Task material »
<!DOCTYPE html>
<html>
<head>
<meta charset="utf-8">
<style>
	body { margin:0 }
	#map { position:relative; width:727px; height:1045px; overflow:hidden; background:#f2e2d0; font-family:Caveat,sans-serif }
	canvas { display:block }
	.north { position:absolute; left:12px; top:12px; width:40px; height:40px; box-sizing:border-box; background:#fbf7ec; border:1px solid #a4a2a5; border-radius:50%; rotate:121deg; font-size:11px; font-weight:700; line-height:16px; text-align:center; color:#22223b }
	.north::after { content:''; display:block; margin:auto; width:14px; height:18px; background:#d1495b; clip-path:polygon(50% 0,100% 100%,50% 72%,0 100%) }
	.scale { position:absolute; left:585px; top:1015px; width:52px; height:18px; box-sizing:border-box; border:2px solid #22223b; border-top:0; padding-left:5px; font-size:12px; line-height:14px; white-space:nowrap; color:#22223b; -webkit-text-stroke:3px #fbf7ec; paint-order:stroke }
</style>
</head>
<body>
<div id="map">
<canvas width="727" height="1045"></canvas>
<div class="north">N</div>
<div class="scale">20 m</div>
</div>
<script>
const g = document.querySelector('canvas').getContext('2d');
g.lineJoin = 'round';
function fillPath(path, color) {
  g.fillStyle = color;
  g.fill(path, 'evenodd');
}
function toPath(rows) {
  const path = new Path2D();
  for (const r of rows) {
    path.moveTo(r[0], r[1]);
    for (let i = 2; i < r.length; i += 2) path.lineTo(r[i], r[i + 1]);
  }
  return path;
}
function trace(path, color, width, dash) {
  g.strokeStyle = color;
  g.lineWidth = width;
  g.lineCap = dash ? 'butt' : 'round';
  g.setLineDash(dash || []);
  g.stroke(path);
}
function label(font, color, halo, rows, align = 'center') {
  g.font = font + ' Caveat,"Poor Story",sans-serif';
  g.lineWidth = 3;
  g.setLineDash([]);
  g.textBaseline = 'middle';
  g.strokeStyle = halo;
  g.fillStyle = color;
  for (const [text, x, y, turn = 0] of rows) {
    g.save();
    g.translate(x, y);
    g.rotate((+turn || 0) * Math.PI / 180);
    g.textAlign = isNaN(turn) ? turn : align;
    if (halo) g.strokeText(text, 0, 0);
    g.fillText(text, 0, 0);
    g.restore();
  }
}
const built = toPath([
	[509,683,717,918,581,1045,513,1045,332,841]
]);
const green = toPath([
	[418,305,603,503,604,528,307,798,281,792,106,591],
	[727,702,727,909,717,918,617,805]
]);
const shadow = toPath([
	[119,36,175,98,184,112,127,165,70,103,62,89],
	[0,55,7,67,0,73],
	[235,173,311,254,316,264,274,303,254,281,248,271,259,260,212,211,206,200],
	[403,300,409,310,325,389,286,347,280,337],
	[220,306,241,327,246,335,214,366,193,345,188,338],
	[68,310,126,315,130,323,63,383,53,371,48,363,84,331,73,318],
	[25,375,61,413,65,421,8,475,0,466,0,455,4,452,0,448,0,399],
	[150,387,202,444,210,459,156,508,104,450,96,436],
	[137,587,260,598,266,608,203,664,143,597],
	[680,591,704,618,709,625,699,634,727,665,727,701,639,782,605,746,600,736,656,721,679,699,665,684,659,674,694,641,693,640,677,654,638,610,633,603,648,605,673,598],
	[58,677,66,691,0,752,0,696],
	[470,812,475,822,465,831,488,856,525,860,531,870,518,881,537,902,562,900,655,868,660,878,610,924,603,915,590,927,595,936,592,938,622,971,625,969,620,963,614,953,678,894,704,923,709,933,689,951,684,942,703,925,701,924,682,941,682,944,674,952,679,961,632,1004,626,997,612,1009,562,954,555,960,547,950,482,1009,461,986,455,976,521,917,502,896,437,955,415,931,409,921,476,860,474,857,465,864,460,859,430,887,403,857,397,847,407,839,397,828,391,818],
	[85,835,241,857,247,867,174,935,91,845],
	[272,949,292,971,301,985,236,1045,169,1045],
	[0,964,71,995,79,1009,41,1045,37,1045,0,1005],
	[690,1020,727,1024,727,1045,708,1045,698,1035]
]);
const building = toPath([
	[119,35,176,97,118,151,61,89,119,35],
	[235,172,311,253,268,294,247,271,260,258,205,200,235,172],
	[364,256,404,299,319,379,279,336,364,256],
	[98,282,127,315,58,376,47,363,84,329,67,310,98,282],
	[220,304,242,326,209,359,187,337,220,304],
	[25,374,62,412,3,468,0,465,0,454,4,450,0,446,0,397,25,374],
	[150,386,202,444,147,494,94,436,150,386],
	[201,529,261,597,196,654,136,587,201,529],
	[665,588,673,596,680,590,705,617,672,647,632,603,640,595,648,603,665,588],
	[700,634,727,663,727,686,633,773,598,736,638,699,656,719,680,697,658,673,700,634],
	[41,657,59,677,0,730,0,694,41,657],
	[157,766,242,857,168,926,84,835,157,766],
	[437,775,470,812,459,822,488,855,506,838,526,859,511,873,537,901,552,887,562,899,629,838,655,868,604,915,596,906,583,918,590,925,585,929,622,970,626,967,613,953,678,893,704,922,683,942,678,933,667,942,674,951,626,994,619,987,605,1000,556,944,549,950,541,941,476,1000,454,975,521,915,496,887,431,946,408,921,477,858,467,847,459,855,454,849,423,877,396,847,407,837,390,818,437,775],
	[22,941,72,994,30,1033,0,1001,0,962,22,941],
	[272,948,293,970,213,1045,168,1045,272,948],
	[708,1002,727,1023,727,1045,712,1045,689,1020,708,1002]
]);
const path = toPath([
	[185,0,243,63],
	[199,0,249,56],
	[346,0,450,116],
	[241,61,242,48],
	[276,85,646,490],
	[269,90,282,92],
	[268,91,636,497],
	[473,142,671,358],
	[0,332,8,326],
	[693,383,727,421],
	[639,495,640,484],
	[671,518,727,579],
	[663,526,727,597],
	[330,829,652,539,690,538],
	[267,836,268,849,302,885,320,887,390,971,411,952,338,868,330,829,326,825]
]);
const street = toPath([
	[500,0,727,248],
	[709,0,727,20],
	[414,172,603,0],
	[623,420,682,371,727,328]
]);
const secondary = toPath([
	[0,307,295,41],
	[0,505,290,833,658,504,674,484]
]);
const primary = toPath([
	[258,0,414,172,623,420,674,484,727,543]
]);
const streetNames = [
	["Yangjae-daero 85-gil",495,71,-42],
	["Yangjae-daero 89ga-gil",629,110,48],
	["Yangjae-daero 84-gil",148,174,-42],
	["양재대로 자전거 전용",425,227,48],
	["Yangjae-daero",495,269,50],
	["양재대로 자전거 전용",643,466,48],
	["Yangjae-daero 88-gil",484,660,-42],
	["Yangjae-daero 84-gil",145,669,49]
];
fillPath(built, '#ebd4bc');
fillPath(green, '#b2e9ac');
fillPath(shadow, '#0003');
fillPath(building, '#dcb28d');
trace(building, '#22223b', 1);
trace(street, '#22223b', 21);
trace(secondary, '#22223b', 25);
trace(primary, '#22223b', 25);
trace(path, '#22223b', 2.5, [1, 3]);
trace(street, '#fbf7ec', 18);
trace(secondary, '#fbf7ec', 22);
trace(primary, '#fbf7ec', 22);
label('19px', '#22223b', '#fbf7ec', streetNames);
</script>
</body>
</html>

The task » Your task is to restate, word for word, only those lines above that fall between the line holding "position:absolute; left:12px; top:12px;" and the line holding "path.moveTo(r[0], r[1]);", inclusive.

Answer section »
	.north { position:absolute; left:12px; top:12px; width:40px; height:40px; box-sizing:border-box; background:#fbf7ec; border:1px solid #a4a2a5; border-radius:50%; rotate:121deg; font-size:11px; font-weight:700; line-height:16px; text-align:center; color:#22223b }
	.north::after { content:''; display:block; margin:auto; width:14px; height:18px; background:#d1495b; clip-path:polygon(50% 0,100% 100%,50% 72%,0 100%) }
	.scale { position:absolute; left:585px; top:1015px; width:52px; height:18px; box-sizing:border-box; border:2px solid #22223b; border-top:0; padding-left:5px; font-size:12px; line-height:14px; white-space:nowrap; color:#22223b; -webkit-text-stroke:3px #fbf7ec; paint-order:stroke }
</style>
</head>
<body>
<div id="map">
<canvas width="727" height="1045"></canvas>
<div class="north">N</div>
<div class="scale">20 m</div>
</div>
<script>
const g = document.querySelector('canvas').getContext('2d');
g.lineJoin = 'round';
function fillPath(path, color) {
  g.fillStyle = color;
  g.fill(path, 'evenodd');
}
function toPath(rows) {
  const path = new Path2D();
  for (const r of rows) {
    path.moveTo(r[0], r[1]);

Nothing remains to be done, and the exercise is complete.